→ Work required: How many lines in the records below contain "Block"? Reply with the number only.

*** Given records ***

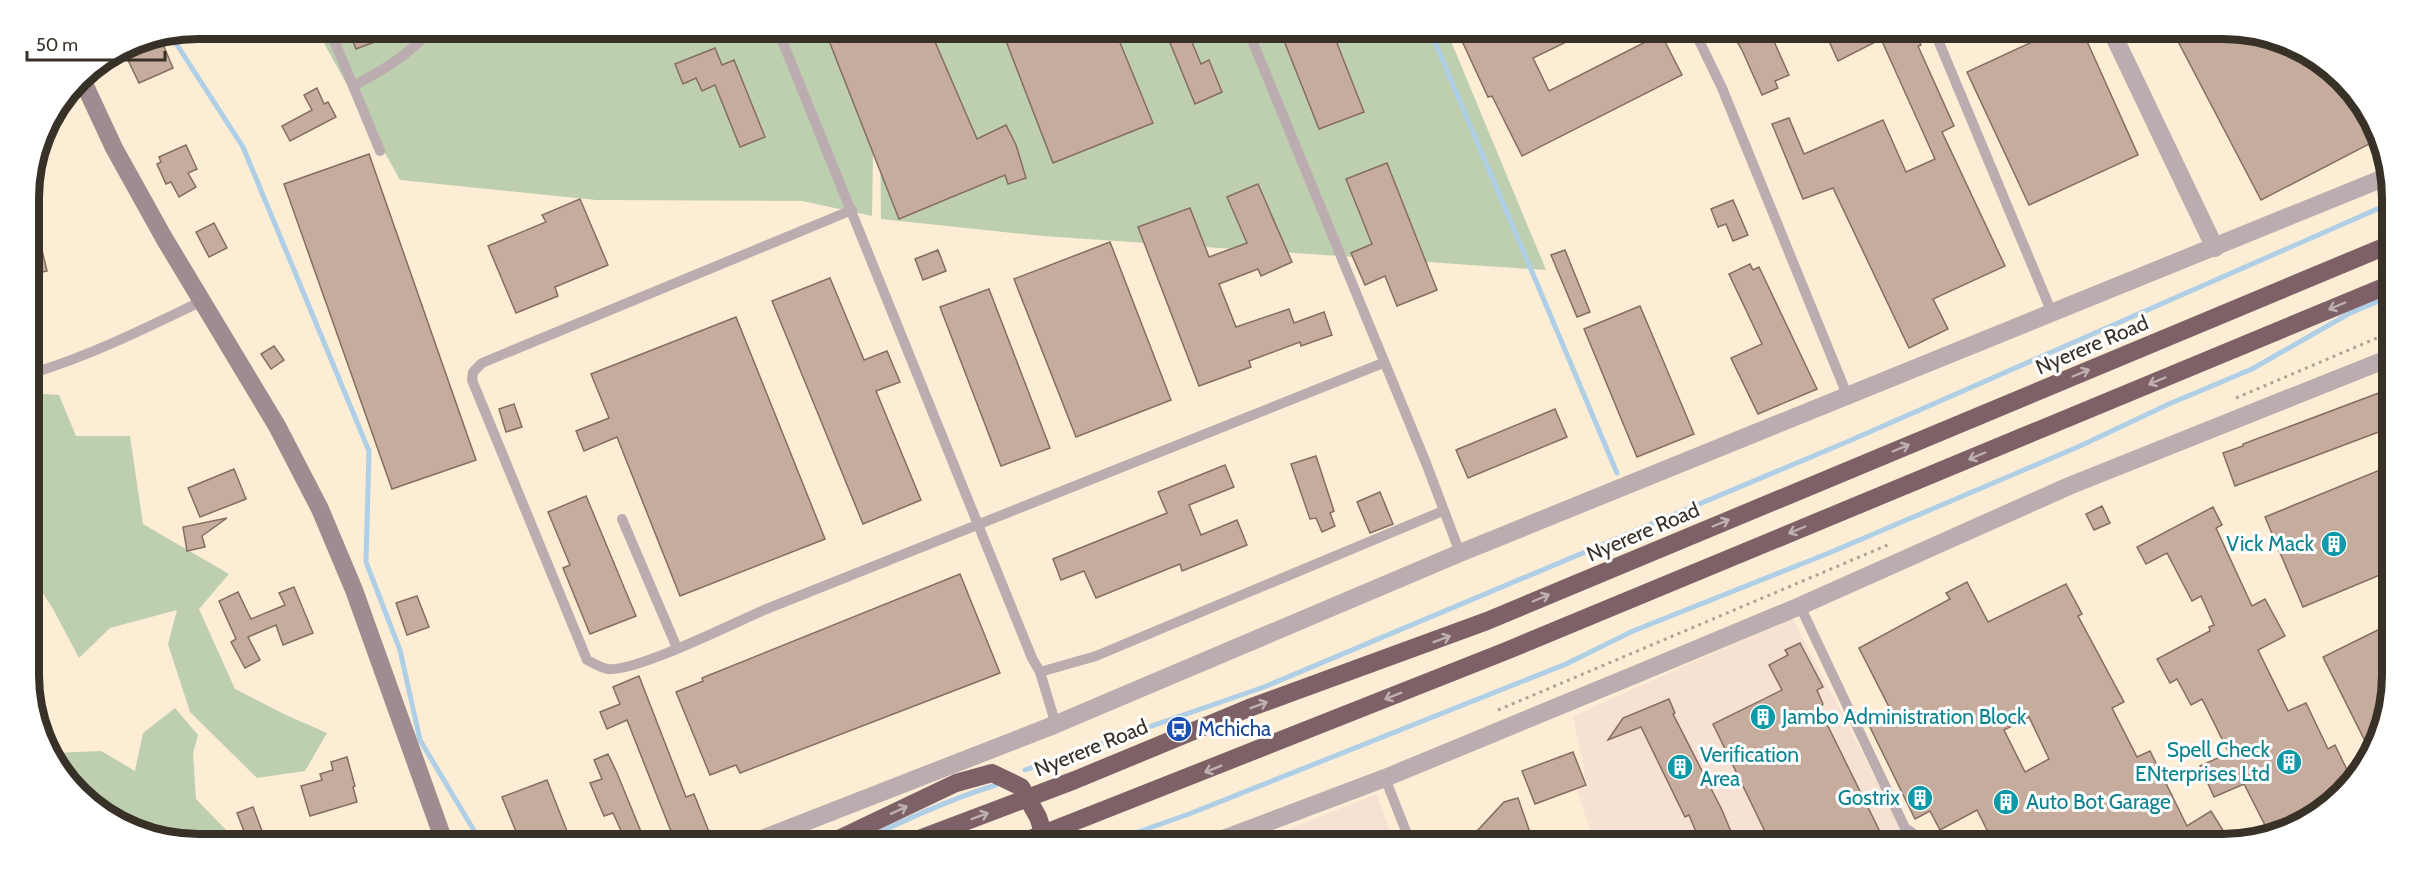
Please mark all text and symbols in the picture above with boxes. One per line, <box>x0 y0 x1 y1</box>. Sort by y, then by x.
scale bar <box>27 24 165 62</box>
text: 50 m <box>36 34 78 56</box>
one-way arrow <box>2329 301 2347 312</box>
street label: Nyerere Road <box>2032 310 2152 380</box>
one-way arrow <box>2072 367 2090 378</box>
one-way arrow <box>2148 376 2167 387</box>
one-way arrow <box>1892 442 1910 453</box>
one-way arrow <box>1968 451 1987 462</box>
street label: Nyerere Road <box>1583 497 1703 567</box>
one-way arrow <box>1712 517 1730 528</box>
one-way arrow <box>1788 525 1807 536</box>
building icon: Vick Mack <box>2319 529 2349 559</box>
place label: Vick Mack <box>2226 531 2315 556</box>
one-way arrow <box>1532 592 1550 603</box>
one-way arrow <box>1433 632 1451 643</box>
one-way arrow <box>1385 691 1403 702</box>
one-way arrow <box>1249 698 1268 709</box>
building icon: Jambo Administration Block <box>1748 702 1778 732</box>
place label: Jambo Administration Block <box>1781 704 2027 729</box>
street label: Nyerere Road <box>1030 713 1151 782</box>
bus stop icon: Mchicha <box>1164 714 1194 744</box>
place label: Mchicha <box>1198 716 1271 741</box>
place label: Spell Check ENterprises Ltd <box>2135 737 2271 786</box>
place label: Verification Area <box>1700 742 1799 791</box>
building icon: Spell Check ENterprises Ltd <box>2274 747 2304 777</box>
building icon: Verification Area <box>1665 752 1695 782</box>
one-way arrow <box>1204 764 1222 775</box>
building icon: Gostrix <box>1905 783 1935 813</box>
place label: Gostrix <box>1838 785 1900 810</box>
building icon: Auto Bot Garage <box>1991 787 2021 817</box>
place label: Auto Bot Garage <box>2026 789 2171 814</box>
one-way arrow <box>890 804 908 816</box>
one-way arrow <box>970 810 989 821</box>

*** End of Given records ***

→ Written response: 2